Poi, di colpo l’incantesimo svanisce e arrivano subitaneamente i primi flop incredibili, La miglior difesa… è la fuga e Il bambino d’oro.

Ci pensa John Landis ancora una volta a tirarlo su. Girano Il principe cerca moglie, un film che sbanca immensamente, ma del quale personalmente non ho mai capito come abbia potuto suscitare tanto clamore, perché a mio avviso è un film abbastanza noioso e sopravvalutato. Metacritic, in questo, mi dà ragione, e gli assegna un 47% di media recensoria.

Comunque sia Murphy riagguanta il pubblico e lo conquista nuovamente.

Gira Ancora 48 ore, sequel del fortunatissimo suo film d’esordio, e poi tutta un’altra serie di film fallimentari. I distributori italiani affibbiano al film Boomerang il titolo Il principe delle donne, come specchietto per le allodole per attirare il pubblico che aveva amato e idolatrato il succitato film di Landis. Una mossa pubblicitaria comunque irrisoria.
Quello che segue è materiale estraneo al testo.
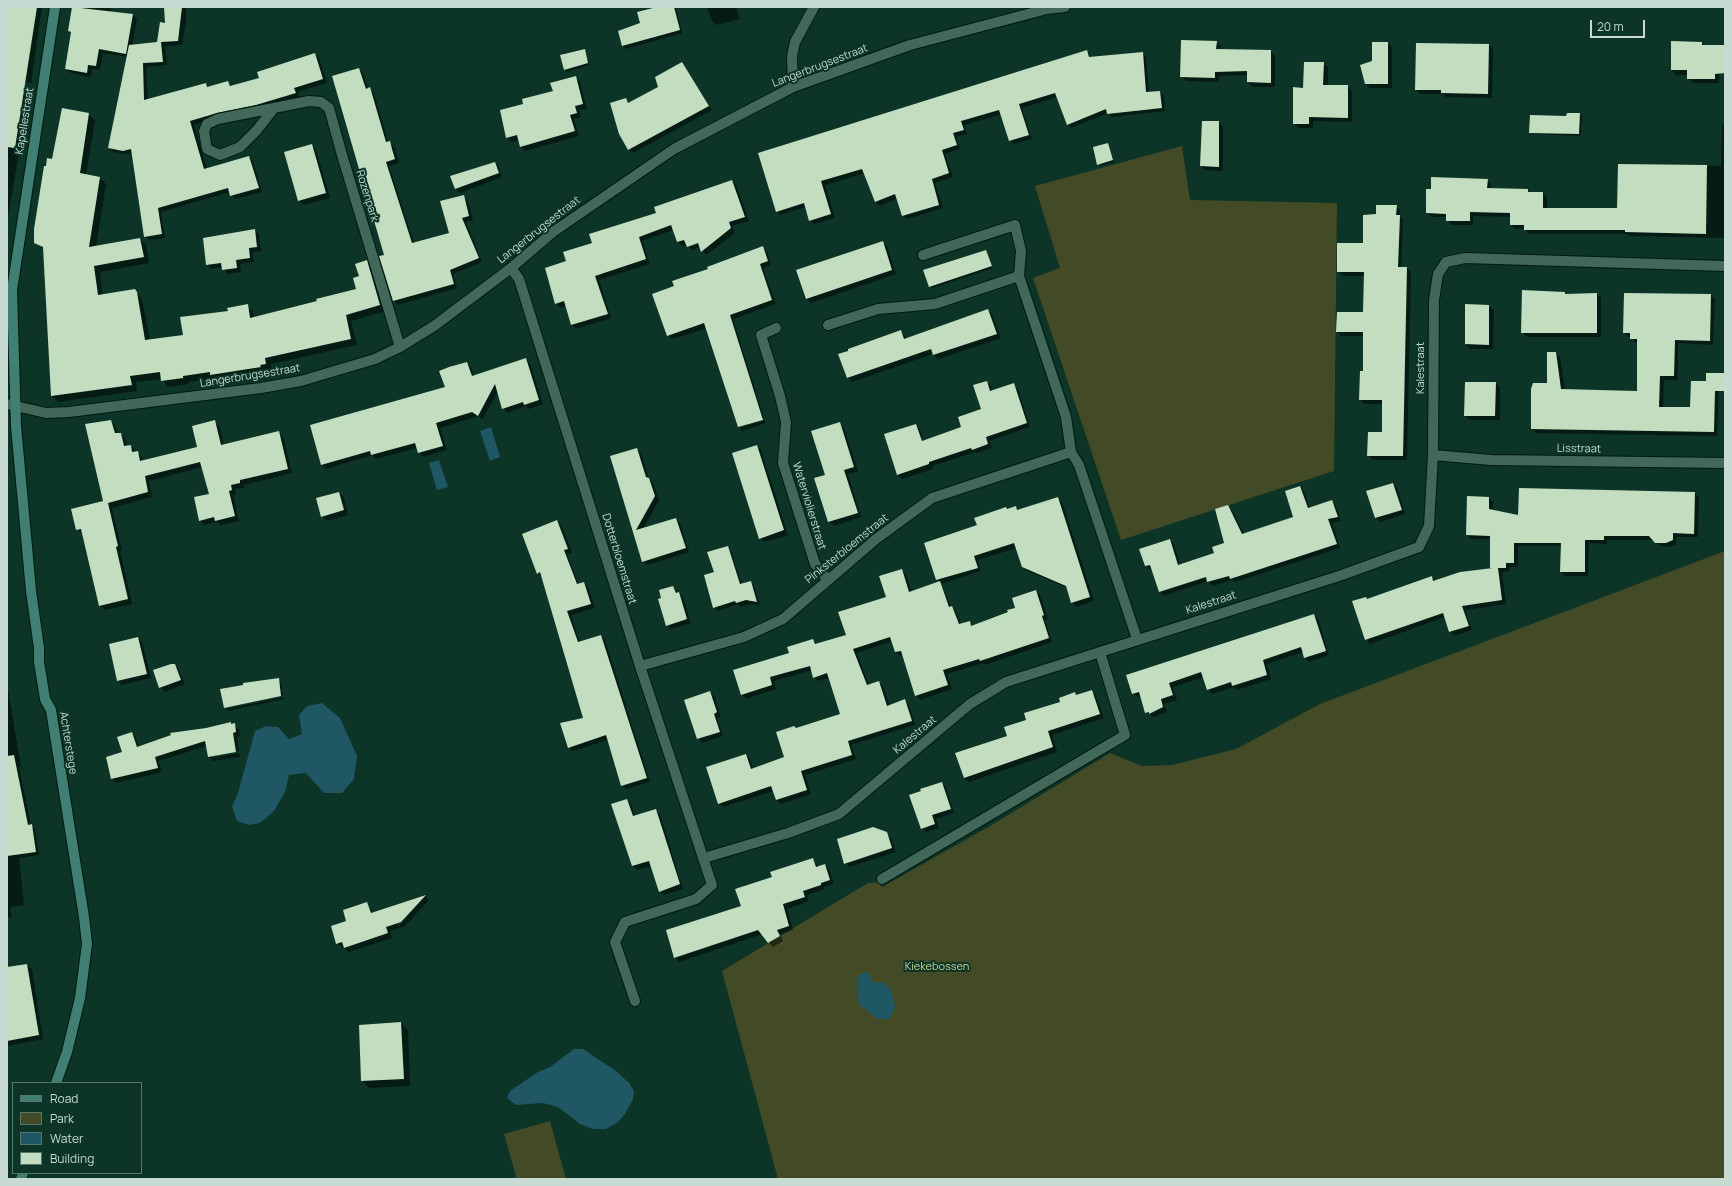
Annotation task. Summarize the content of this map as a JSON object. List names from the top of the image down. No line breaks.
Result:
{"streets":{"street":["Langerbrugsestraat","Kapellestraat","Rozenpark","Kalestraat","Lisstraat","Waterviolierstraat","Pinksterbloemstraat","Dotterbloemstraat","Achterstege"]},"crossings":[["Langerbrugsestraat","Kapellestraat"],["Langerbrugsestraat","Rozenpark"],["Langerbrugsestraat","Dotterbloemstraat"],["Langerbrugsestraat","Achterstege"],["Kapellestraat","Achterstege"],["Kalestraat","Lisstraat"],["Kalestraat","Dotterbloemstraat"],["Waterviolierstraat","Pinksterbloemstraat"],["Pinksterbloemstraat","Dotterbloemstraat"]],"parks":["Kiekebossen"],"legend":["Road","Park","Water","Building"],"scale_bar":"20 m"}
Il film è davvero volgarissimo e non fa ridere nessuno.

Poi Murphy esce con uno stranissimo “ibrido” di Wes Craven, Vampiro a Brooklyn, e spiazza tutti, soprattutto il botteghino. Altra pellicola forse incompresa ma micidiale e letale per la sua carriera. Un disastro commerciale e di Critica vertiginoso.
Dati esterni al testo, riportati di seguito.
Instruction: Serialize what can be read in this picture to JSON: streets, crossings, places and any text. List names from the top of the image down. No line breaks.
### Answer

Murphy però sa sempre reinventarsi e l’anno dopo, nel 1996, fa di nuovo sfracelli con Il professore matto, tanto da scatenare dei seguiti. Altra candidatura ai Golden Globe.

E non va malissimo neanche con Il dottor Dolittle. Almeno a livello di pubblico. Ma in verità il film qualitativamente più bello è la geniale commedia Bowfinger del grande Frank Oz, ove duetta meravigliosamente con Steve Martin.
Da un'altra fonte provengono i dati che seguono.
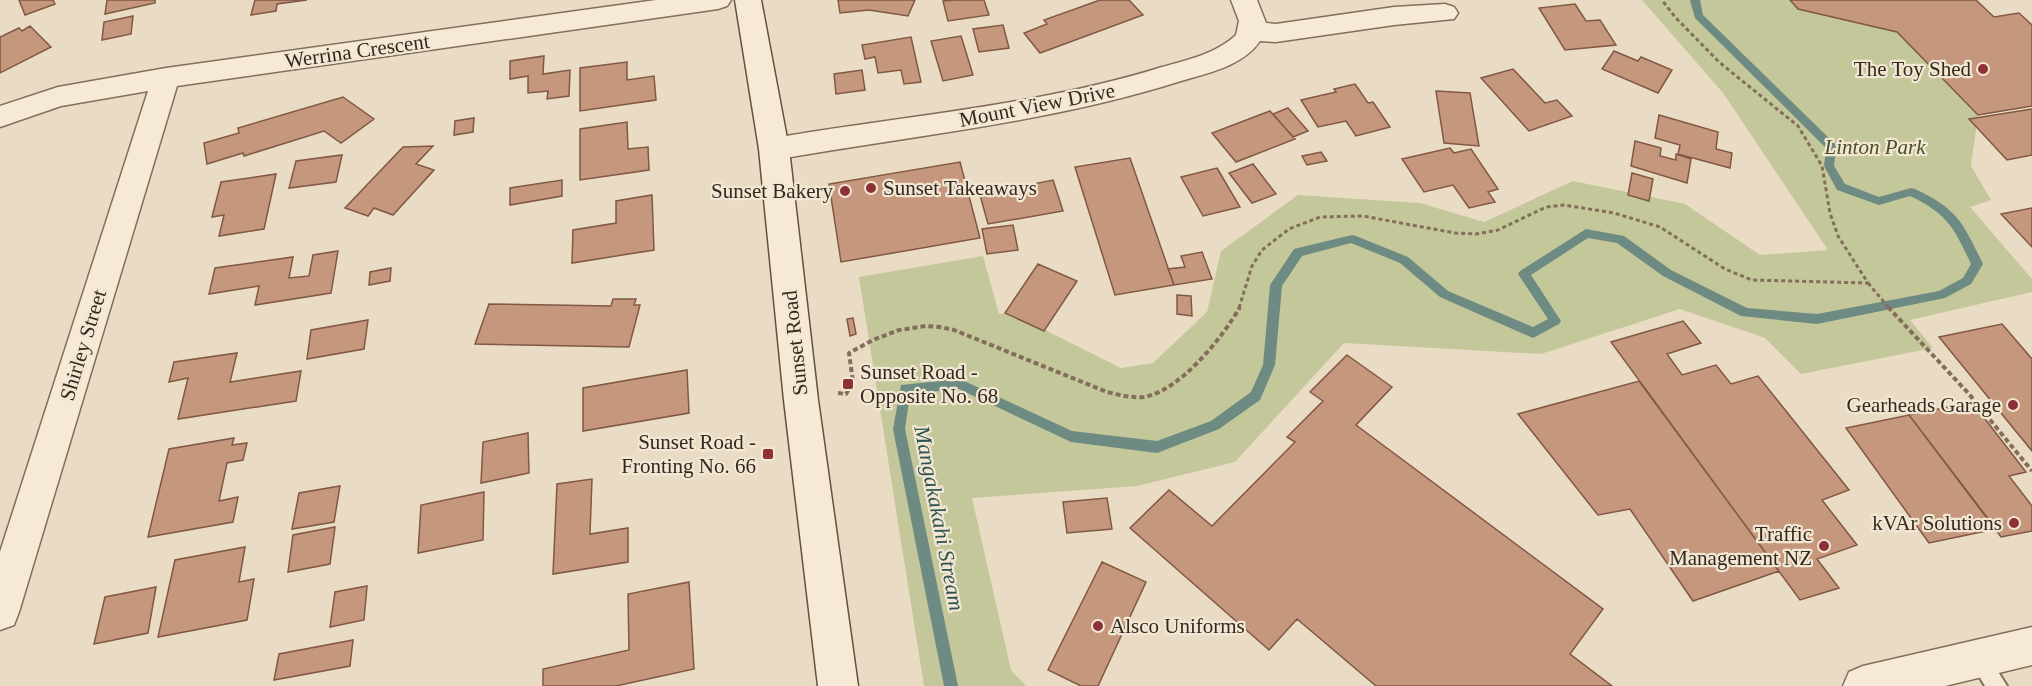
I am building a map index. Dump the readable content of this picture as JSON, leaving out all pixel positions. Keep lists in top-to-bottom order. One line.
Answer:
{"streets":{"street":["Werrina Crescent","Mount View Drive","Sunset Road","Shirley Street"]},"crossings":[["Werrina Crescent","Shirley Street"],["Mount View Drive","Sunset Road"]],"water":["Mangakakahi Stream"],"parks":["Linton Park"],"places":{"other":["The Toy Shed","Sunset Takeaways","Sunset Bakery","Gearheads Garage","kVAr Solutions","Traffic Management NZ","Alsco Uniforms"],"transit":["Sunset Road - Opposite No. 68","Sunset Road - Fronting No. 66"]}}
Nel 2002, lui e Robert De Niro credono che basti girare un assurdo film sui reality show e la polizia, un buddy cop movie insomma della Warner Bros, per resuscitare il tema nostalgico della strana coppia da 48 ore, ma il loro Showtime non se lo fila nessuno. Non è poi così disdicevole come si dice, ha ottime scene d’azione e un buon ritmo, ma segna un altro passo falso per Murphy.

Per non parlare di Pluto Nash e Le spie.

Nel 2006 però Murphy stupisce ancora tutti, e ottiene addirittura una nomination agli Oscar come miglior attore non protagonista per Dreamgirls di Bill Condon. Potrebbe essere la volta giusta per rilanciarsi?

Macché!

Arriva nei cinema con Tower Heist assieme a Ben Stiller ma il film non viene affatto amato.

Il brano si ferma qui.